I am working on the migration of a db2 process, which connects to several remotes servers, exports data into our local db, and then manipulates it (insert computed data, calculated times, etc) I have created some activities in DataConnect to replicate the export data from different datasources and load to local tables. The scripts that handles the data have to be done in DB2 Warechouse on Cloud (ex dashdb)
Currently, this scripts run automatically triggered by the first task (manual) However, having the new processes separated (2 services) it does not allow me to automate it. Furthermore, we have many activities in dataconnect, then it keeps switching between dc and db2...and you have to go from one console to the other.
Does anyone know of a Bluemix service which allow schedule or trigger jobs or events from services?

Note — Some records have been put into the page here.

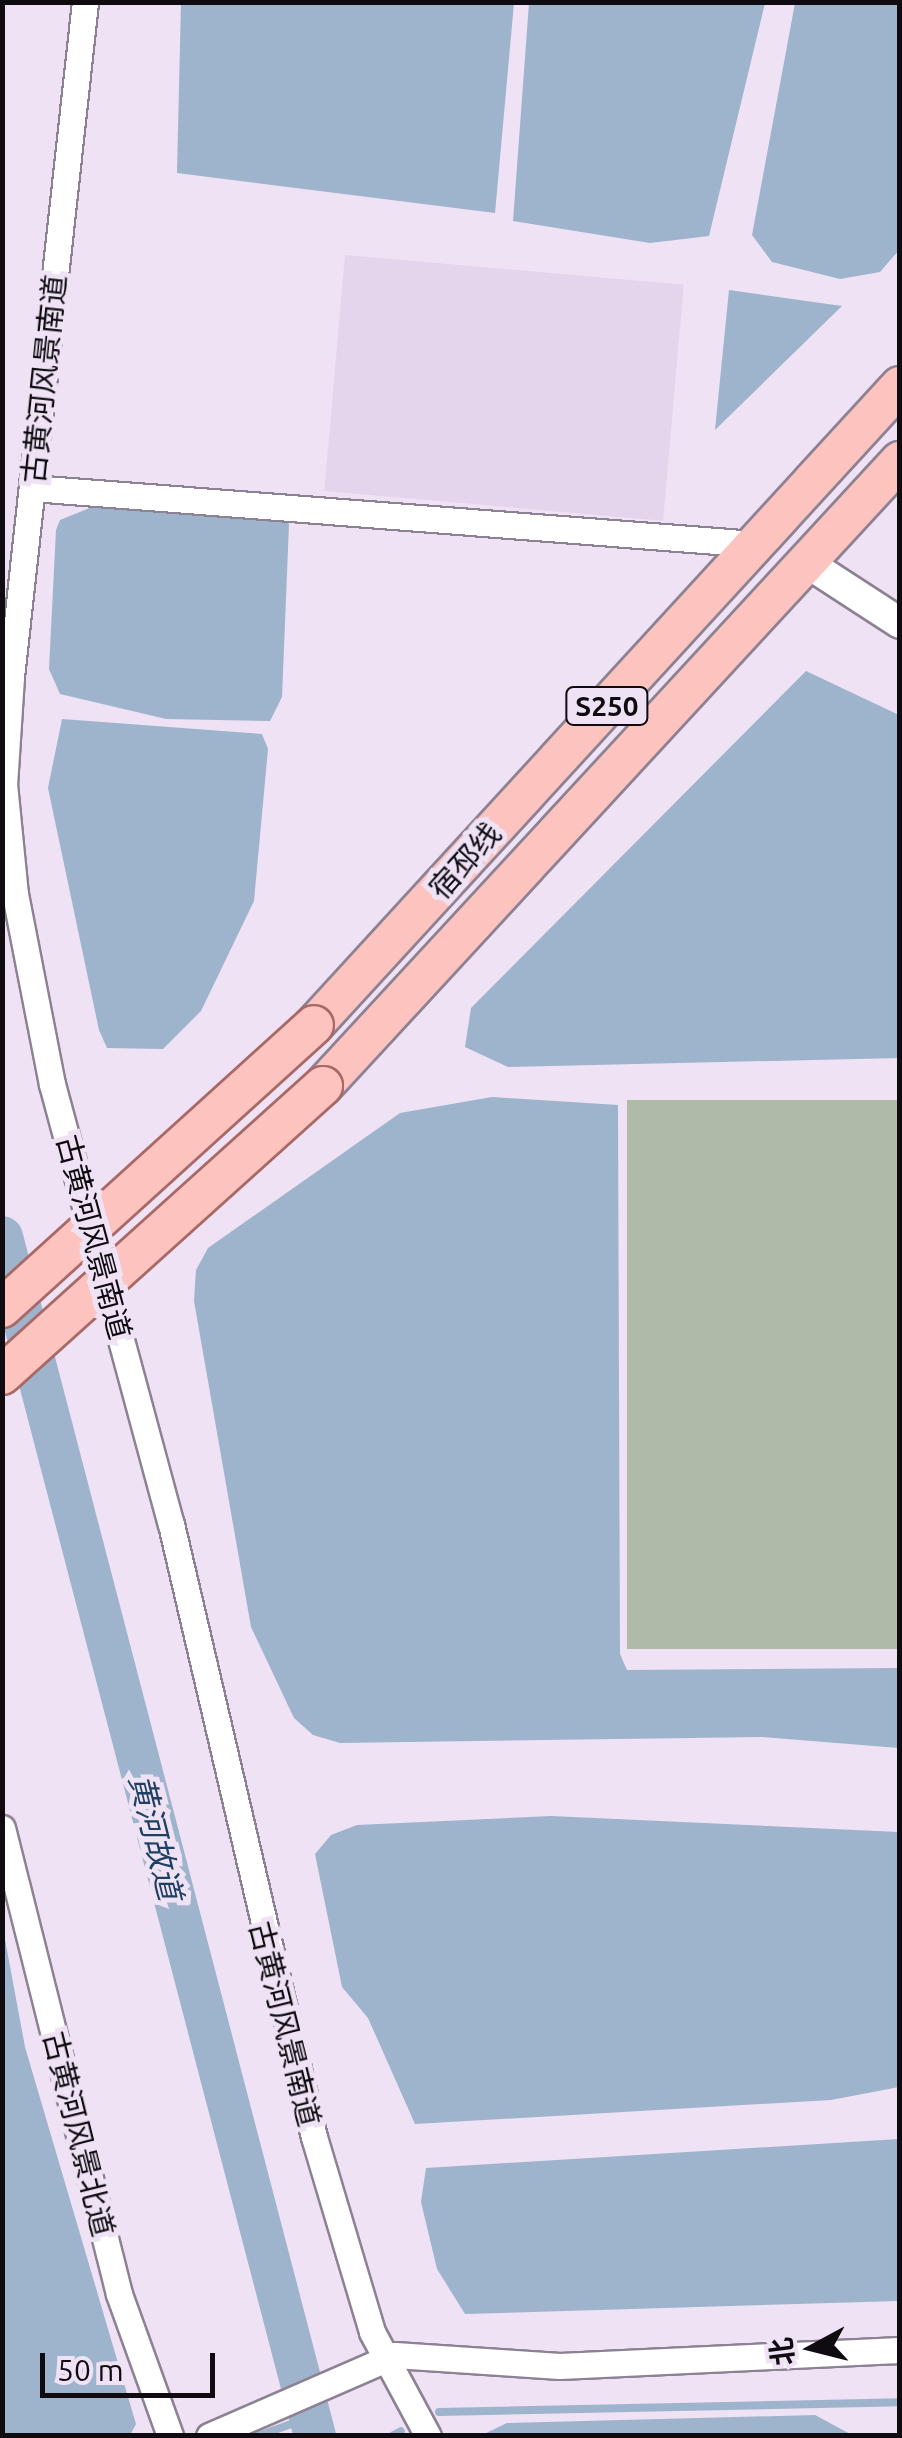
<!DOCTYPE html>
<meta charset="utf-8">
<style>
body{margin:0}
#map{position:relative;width:902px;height:2438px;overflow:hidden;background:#eee2f4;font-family:Ubuntu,"Noto Sans SC",sans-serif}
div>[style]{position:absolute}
.built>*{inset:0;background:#e4d4ec;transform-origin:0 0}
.green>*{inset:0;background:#b0baa8;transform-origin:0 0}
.water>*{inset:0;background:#9eb4cc}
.stream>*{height:8px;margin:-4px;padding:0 4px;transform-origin:4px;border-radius:4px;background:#9eb4cc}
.river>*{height:42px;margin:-21px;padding:0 21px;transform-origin:21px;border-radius:21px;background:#9eb4cc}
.roads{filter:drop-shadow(2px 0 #8d8293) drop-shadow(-2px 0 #8d8293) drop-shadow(0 2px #8d8293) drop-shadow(0 -2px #8d8293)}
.minor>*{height:25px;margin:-12.5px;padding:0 12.5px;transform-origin:12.5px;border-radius:12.5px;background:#fff}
.tertiary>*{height:30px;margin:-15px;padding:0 15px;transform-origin:15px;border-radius:15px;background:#fff}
.primary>*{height:38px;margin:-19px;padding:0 19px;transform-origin:19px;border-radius:19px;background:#fcc3bf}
.bridges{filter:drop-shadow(2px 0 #a86967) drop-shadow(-2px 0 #a86967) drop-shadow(0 2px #a86967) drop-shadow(0 -2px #a86967)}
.primary-bridge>*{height:38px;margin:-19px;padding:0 19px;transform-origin:19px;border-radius:19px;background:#fcc3bf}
span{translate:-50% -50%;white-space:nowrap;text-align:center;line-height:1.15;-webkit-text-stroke:10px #eee2f4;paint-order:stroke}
.shield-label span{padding:2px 8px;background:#eee2f4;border:2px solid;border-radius:8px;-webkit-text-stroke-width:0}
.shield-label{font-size:28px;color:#0f0b11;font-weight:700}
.street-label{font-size:30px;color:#0f0b11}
.water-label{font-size:32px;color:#1f4063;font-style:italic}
.frame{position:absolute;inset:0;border:5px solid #0f0b11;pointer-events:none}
.north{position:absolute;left:762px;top:2298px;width:100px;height:100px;-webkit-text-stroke:8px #eee2f4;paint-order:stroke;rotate:263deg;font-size:28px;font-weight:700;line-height:40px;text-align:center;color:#0f0b11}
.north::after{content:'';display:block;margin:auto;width:35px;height:45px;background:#0f0b11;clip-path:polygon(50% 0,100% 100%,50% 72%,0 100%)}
.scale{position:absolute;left:40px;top:2353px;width:175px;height:45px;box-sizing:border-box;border:5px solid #0f0b11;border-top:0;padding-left:12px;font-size:30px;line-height:35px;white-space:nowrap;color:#0f0b11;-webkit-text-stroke:8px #eee2f4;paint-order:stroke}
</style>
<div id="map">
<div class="built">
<i style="left:345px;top:255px;width:340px;height:237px;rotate:5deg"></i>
</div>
<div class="green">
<i style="left:899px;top:1100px;width:549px;height:272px;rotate:90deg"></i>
</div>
<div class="water">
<i style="clip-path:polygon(181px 3px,514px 3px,495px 213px,177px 173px)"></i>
<i style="clip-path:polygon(529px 3px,765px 3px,709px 236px,650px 243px,513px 221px)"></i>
<i style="clip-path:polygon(795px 3px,899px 3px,899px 250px,880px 272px,840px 279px,772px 262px,752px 235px)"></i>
<i style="clip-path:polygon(729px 290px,842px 306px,715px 430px)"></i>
<i style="clip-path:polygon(102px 503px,280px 516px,289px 524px,282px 697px,270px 721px,166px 719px,60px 694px,49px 669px,56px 530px,60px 520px)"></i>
<i style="clip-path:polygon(806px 671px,899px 715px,899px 1058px,508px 1067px,465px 1047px,471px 1008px)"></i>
<i style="clip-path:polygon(62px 719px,262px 734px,268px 749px,254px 901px,201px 1011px,163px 1049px,107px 1048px,99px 1030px,48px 788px)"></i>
<i style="clip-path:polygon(492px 1097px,618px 1105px,620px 1654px,627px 1670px,899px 1668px,899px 1748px,762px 1737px,340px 1743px,313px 1735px,294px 1718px,251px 1627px,194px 1301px,196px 1270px,208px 1248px,400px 1113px)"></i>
<i style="clip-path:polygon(551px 1816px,899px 1832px,899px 2087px,831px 2100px,415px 2124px,368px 2018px,342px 1987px,315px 1854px,331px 1835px,357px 1825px)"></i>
<i style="clip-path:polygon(2px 1923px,25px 2047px,136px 2424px,130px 2435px,3px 2435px)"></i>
<i style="clip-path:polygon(899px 2139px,899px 2301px,465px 2314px,437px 2269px,421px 2202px,426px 2168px)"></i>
<i style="clip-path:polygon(815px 2415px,852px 2435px,482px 2435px,507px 2423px)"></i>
</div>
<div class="stream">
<i style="left:439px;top:2412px;width:461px;rotate:-1.2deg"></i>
<i style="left:258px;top:2436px;width:50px;rotate:-19.9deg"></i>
<i style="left:392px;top:2436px;width:10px;rotate:-29deg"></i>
</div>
<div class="river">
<i style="left:2px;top:1237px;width:1239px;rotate:75.37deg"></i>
</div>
<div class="roads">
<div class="minor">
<i style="left:85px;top:2px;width:679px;rotate:96.26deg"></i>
<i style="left:11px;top:677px;width:107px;rotate:93.7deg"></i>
<i style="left:4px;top:784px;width:111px;rotate:84.3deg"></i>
<i style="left:15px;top:894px;width:194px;rotate:79deg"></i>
<i style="left:52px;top:1084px;width:456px;rotate:74.9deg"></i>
<i style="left:171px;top:1524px;width:629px;rotate:76.87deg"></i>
<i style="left:314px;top:2137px;width:203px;rotate:73.4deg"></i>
<i style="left:372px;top:2332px;width:118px;rotate:61.7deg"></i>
<i style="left:32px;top:488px;width:725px;rotate:4.43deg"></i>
<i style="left:2px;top:1828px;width:480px;rotate:75.9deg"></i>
<i style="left:119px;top:2294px;width:151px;rotate:70.2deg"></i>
<i style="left:209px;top:2436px;width:203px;rotate:-23.5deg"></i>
<i style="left:395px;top:2355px;width:165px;rotate:3.8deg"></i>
<i style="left:560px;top:2366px;width:340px;rotate:-2.7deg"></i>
</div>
<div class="tertiary">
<i style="left:806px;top:562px;width:112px;rotate:33deg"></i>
</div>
<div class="primary">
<i style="left:314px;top:1025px;width:867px;rotate:-47.48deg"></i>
<i style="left:323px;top:1086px;width:851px;rotate:-47.29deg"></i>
</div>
</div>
<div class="bridges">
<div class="primary-bridge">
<i style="left:2px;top:1308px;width:421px;rotate:-42.2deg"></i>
<i style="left:2px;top:1375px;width:432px;rotate:-42deg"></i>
</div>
</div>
<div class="shield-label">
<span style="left:607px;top:706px">S250</span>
</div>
<div class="street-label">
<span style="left:44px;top:379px;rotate:-84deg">古黄河风景南道</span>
<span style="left:465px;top:861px;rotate:-48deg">宿邳线</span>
<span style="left:94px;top:1237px;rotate:75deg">古黄河风景南道</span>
<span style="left:285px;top:2024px;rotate:76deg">古黄河风景南道</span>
<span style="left:79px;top:2134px;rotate:76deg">古黄河风景北道</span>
</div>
<div class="water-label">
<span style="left:156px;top:1837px;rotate:76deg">黄河故道</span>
</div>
<div class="frame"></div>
<div class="north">北</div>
<div class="scale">50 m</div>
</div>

Is there a way to use the API and programmatically do this?
Thanks
Well,
Bluemix offers Workload Scheduler. Data Connect allows to schedule activities.
Juan,
A couple of things come to mind for automation here. Do the databases that you are speaking of have IP line of sight to the Warehouse DB ? If so remote tables may be able to help depending on the source database. Once the data is visible you should be able to write a SQL process that manages the process all from Warehouse DB.
The other possibility is external tables as long as the data is visible on the head node. There are some other choices like s3 storage. I think the concept is if that you can push your data into S3 storage you can pull it into Warehouse DB. I think you should be able to coordinate this all from the Warehouse db side as long as the data is visible through remote tables and/or external tables.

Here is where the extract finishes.